Sword of the Yue Maiden
- Book cover
- Author: Jin Yong
- Original title: 越女劍
- Language: Chinese
- Genre: Wuxia
- Publisher: Ming Pao
- Publication date: 1970
- Publication place: Hong Kong
- Media type: Print
- Followed by: Demi-Gods and Semi-Devils

= Sword of the Yue Maiden =

1970 wuxia novel by Jin Yong

}
Sword of the Yue Maiden, alternatively translated as Yue Maiden's Sword, is a wuxia novelette by Jin Yong (Louis Cha) based on the legend of Yuenü. It was first serialised in January 1970 in the Hong Kong newspaper Ming Pao Evening Supplement. Although this is the last wuxia short work by the author, its historical setting, in the fifth century BC during the Spring and Autumn period, is chronologically the earliest among Jin Yong's works.

== Plot summary ==
The story is set in southern China in the fifth century BC during the Spring and Autumn period against the backdrop of the conflict between the states of Wu and Yue. A team of Wu swordsmen defeats the best swordsmen in Yue. Fan Li, an adviser to King Goujian of Yue, discovers Aqing, a highly skilled swordswoman, and gets her to defeat the Wu swordsmen.

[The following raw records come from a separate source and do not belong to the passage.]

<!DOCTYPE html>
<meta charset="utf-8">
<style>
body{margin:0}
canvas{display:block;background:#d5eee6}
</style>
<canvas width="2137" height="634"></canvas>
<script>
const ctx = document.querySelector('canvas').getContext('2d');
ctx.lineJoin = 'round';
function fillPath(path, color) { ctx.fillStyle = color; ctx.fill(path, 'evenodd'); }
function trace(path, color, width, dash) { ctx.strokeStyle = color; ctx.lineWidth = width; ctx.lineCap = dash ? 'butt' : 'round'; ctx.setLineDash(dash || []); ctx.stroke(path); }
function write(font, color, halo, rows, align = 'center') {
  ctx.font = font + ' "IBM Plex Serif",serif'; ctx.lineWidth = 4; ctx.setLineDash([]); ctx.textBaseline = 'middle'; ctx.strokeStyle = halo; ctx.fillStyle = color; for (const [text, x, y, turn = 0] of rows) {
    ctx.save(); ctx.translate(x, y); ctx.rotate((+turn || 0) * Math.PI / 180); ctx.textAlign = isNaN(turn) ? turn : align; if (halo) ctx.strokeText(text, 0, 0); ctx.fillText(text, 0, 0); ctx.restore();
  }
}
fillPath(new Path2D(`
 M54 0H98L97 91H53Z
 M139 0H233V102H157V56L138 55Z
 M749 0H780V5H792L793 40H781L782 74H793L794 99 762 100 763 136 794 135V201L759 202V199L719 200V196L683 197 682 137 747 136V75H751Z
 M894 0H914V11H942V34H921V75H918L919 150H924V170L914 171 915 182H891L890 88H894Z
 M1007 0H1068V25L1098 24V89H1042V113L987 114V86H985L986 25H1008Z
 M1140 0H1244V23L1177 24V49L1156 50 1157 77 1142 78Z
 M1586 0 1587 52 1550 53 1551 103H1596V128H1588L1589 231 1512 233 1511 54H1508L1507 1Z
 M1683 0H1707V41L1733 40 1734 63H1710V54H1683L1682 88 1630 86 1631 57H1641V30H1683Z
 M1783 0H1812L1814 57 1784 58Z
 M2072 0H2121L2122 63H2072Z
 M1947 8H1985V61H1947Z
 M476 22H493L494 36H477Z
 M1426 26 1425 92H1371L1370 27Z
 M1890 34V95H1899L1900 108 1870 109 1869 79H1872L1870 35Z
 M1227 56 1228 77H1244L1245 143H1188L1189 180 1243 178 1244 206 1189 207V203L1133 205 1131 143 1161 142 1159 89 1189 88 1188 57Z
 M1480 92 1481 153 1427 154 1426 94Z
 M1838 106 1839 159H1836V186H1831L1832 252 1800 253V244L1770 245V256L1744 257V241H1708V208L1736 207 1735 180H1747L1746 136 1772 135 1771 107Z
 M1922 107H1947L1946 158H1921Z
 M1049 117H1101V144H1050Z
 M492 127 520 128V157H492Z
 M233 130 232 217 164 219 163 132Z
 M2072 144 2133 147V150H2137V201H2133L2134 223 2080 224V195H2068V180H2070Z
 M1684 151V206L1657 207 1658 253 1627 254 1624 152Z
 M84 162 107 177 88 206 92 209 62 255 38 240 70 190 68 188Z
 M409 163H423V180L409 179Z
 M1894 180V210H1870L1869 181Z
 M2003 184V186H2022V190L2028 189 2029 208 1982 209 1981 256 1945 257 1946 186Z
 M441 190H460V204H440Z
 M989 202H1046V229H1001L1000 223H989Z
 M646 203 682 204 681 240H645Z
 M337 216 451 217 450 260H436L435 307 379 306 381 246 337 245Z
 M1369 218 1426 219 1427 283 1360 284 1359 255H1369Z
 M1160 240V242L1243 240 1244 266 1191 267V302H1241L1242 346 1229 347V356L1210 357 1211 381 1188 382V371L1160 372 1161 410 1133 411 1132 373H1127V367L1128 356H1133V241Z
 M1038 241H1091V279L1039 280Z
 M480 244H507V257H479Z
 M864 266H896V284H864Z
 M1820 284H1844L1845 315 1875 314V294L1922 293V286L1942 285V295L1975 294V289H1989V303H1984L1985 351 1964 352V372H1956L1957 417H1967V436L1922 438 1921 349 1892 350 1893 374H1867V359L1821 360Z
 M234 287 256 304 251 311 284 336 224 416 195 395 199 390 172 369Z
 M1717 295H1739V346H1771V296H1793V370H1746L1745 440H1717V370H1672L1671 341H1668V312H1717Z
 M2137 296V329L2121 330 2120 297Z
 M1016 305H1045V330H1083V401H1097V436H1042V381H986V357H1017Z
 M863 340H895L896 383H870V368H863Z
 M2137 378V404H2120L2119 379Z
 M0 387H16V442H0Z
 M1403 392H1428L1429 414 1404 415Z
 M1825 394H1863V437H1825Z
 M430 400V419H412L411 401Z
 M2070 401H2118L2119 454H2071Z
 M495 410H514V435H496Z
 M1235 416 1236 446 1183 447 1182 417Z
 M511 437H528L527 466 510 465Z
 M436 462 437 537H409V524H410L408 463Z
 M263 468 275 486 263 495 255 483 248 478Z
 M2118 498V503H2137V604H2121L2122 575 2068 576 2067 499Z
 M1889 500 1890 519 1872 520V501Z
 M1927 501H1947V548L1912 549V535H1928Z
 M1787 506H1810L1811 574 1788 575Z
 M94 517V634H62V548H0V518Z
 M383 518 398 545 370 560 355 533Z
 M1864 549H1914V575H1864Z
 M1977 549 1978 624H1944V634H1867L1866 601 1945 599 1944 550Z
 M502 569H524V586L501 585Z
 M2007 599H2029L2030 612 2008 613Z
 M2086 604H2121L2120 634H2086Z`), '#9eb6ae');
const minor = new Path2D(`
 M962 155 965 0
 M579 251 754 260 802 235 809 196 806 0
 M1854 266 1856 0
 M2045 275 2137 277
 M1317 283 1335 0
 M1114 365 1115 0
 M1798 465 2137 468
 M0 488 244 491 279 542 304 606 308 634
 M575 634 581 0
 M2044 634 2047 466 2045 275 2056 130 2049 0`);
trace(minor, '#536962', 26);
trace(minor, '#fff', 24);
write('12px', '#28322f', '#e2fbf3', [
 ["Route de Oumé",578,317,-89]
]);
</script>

It is revealed that Aqing learned her skills while playing mock sword duels with a white gibbon. Fan Li engages Aqing to train the Yue soldiers in swordsmanship and gradually falls in love with her. King Goujian of Yue finally defeats his rival, King Fuchai of Wu, after enduring hardship and humiliation.

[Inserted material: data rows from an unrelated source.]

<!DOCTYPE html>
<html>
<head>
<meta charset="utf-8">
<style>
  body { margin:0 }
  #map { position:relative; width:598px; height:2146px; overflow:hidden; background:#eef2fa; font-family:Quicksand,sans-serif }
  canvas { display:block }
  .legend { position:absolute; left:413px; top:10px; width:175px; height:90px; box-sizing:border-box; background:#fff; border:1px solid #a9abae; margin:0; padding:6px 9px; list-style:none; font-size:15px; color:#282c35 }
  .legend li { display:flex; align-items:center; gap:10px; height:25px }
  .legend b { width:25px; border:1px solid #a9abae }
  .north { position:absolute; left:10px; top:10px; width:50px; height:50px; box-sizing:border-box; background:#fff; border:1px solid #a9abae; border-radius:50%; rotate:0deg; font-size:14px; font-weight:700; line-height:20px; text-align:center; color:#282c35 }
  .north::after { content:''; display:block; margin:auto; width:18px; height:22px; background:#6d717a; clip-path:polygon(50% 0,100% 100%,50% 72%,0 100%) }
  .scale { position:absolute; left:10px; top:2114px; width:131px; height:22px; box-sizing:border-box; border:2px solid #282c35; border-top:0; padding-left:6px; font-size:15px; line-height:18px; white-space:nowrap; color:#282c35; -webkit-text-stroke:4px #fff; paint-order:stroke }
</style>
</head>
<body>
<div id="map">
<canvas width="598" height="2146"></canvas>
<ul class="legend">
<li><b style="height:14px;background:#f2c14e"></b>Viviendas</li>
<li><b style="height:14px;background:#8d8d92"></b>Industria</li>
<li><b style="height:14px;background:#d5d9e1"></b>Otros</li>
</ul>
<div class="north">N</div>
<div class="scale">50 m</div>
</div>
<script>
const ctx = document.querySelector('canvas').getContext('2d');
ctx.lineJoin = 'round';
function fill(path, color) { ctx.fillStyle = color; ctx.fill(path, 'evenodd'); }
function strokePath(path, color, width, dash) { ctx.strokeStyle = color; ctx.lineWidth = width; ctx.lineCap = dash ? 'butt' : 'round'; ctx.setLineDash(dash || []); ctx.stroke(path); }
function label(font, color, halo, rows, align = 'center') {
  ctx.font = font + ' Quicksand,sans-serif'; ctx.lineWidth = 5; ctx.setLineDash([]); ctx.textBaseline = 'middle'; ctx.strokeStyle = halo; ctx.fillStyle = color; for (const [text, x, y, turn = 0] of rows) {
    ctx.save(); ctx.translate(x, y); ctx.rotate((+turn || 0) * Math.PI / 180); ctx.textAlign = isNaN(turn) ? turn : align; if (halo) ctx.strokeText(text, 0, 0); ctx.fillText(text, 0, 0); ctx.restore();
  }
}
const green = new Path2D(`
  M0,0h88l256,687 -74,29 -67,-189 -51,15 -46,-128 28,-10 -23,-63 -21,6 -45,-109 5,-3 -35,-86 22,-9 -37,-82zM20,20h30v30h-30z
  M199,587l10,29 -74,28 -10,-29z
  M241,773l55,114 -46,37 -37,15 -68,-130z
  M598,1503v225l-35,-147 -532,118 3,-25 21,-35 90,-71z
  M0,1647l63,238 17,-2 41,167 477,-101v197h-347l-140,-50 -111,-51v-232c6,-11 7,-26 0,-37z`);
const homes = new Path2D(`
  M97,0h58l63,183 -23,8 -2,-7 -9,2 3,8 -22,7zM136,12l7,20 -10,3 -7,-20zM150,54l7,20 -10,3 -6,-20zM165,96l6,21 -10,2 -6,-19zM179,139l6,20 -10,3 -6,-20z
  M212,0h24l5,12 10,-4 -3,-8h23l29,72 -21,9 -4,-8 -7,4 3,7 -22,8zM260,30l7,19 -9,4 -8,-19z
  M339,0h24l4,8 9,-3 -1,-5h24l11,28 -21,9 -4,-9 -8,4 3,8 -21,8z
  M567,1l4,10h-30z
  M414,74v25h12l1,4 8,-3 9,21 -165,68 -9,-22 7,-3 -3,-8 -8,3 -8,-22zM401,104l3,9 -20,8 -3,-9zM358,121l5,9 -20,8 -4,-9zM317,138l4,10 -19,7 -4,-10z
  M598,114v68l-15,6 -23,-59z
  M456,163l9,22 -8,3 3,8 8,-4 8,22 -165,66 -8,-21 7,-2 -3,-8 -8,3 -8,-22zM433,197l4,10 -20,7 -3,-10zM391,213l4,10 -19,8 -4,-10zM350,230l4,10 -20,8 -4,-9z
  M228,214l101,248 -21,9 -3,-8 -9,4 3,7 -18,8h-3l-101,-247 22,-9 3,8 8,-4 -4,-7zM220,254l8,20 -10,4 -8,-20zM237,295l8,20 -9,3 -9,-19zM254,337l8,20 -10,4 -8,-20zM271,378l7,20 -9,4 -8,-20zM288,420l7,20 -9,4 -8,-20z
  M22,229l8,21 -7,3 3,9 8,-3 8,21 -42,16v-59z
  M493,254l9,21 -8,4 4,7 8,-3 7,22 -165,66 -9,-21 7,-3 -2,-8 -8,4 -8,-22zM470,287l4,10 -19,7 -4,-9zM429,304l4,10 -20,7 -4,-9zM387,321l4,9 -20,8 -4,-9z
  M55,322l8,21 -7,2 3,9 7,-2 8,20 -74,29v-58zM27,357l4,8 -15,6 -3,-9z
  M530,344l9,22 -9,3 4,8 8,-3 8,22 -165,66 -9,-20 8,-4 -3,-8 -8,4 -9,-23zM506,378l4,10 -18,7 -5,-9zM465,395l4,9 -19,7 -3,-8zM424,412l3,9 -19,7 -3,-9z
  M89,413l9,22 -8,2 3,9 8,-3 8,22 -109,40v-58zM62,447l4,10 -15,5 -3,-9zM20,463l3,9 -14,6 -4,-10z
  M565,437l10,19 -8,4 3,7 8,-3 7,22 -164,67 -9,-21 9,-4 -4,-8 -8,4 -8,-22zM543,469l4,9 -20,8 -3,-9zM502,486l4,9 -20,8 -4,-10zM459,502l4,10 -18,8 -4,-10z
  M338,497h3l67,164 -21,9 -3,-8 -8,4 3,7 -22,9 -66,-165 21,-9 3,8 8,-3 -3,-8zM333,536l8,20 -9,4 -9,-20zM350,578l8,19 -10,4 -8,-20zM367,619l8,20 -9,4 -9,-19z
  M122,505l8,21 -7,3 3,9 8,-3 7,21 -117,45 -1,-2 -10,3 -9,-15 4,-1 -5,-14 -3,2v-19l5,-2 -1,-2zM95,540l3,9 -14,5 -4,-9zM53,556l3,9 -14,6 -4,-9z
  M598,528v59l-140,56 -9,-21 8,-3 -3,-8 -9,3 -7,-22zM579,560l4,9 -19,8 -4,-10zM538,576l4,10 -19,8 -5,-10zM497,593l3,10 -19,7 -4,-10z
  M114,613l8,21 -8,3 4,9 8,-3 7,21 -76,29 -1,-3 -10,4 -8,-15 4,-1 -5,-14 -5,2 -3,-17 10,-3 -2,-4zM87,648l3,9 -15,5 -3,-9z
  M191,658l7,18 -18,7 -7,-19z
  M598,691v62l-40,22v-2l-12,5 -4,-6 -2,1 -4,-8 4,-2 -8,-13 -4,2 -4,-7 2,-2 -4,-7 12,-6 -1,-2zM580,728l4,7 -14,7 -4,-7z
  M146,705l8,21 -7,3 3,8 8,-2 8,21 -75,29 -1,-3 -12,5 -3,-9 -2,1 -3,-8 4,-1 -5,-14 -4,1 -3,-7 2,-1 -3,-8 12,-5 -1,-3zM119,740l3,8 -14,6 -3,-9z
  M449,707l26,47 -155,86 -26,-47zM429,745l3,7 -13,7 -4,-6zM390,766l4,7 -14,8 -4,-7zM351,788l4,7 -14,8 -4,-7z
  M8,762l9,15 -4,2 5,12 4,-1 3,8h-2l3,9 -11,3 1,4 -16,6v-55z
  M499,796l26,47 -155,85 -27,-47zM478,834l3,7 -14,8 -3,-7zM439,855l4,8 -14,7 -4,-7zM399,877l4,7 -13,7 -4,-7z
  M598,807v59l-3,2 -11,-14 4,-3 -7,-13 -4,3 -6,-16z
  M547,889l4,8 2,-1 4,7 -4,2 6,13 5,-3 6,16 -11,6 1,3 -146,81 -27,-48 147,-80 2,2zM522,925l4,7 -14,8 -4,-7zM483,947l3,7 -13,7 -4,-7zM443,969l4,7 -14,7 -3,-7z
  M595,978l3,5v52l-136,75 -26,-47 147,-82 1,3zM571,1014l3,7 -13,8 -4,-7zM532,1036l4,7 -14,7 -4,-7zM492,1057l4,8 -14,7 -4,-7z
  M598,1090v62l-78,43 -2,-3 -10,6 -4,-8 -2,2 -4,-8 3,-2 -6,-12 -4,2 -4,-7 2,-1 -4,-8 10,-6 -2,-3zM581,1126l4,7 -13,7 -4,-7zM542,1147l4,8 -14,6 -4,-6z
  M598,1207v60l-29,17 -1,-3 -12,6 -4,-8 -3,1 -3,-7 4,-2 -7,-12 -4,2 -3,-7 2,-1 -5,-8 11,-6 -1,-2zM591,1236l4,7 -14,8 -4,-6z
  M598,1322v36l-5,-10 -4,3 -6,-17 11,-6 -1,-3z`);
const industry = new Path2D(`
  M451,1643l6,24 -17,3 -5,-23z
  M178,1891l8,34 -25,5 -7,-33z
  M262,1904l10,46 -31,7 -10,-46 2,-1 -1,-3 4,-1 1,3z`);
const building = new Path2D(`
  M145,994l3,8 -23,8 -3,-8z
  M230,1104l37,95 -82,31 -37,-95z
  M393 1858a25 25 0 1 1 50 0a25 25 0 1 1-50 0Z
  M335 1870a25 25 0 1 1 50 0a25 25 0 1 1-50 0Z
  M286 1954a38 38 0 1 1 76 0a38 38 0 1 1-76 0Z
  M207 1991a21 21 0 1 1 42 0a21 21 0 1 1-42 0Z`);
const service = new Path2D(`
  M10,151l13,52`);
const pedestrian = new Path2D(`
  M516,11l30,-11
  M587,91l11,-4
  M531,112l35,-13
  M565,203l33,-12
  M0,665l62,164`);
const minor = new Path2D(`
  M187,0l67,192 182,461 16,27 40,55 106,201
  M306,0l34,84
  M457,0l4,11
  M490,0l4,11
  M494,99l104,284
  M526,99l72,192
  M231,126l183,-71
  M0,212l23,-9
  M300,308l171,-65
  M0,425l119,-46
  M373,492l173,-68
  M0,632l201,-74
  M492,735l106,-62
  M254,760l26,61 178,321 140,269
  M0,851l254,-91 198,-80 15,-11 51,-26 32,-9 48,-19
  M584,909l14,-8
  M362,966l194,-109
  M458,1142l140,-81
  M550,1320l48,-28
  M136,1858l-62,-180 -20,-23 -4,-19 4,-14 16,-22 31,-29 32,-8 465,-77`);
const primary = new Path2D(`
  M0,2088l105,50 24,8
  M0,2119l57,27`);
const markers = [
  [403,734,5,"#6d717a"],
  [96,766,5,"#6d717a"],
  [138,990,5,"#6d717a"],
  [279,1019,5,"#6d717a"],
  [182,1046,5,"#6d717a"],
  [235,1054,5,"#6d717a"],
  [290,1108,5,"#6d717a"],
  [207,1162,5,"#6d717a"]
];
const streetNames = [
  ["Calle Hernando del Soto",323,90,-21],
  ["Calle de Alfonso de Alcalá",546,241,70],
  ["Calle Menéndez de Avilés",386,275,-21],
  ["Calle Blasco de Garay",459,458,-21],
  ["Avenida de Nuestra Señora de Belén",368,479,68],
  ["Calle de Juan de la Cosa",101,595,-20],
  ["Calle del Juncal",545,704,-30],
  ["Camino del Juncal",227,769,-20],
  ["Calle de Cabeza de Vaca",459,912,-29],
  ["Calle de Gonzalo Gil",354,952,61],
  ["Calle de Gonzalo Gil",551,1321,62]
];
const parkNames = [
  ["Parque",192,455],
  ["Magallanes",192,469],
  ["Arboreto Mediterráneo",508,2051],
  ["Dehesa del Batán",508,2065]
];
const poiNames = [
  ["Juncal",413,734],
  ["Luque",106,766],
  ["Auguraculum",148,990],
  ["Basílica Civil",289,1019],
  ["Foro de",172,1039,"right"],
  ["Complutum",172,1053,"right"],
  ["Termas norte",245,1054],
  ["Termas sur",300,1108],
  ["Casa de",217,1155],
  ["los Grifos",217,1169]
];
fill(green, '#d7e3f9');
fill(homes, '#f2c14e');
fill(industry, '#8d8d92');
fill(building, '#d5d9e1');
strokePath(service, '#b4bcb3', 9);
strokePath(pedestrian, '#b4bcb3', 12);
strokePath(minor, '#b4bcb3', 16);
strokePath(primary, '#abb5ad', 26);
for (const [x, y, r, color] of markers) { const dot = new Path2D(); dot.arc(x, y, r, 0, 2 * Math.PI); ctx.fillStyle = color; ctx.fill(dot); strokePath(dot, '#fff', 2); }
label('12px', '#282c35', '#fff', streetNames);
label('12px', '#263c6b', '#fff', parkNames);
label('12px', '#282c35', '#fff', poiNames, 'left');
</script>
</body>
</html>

Fan Li is reunited with his lover Xi Shi, who had earlier been sent as a concubine to Fuchai. Out of jealousy, Aqing intends to kill Xi Shi upon seeing her. However, when she sees Xi Shi for the first time, she is so taken aback by her beauty and accidentally hurts Xi Shi with her neigong while thrusting her sword towards Xi Shi, even though the blade did not touch Xi Shi at all. Xi Shi clutches her bosom in pain, and the expression on her face is described as "so beautiful that it will take away the soul of any man who looks upon her". This is the origin of the Chinese phrase "Xi Shi clutching her bosom", which refers to a woman's beauty being enhanced when she is in a state of distress or agony.

== Adaptations ==
In 1986, Hong Kong's ATV produced a 20-episode television series The Supersword Lady based on the novel, starring Moon Lee as Aqing.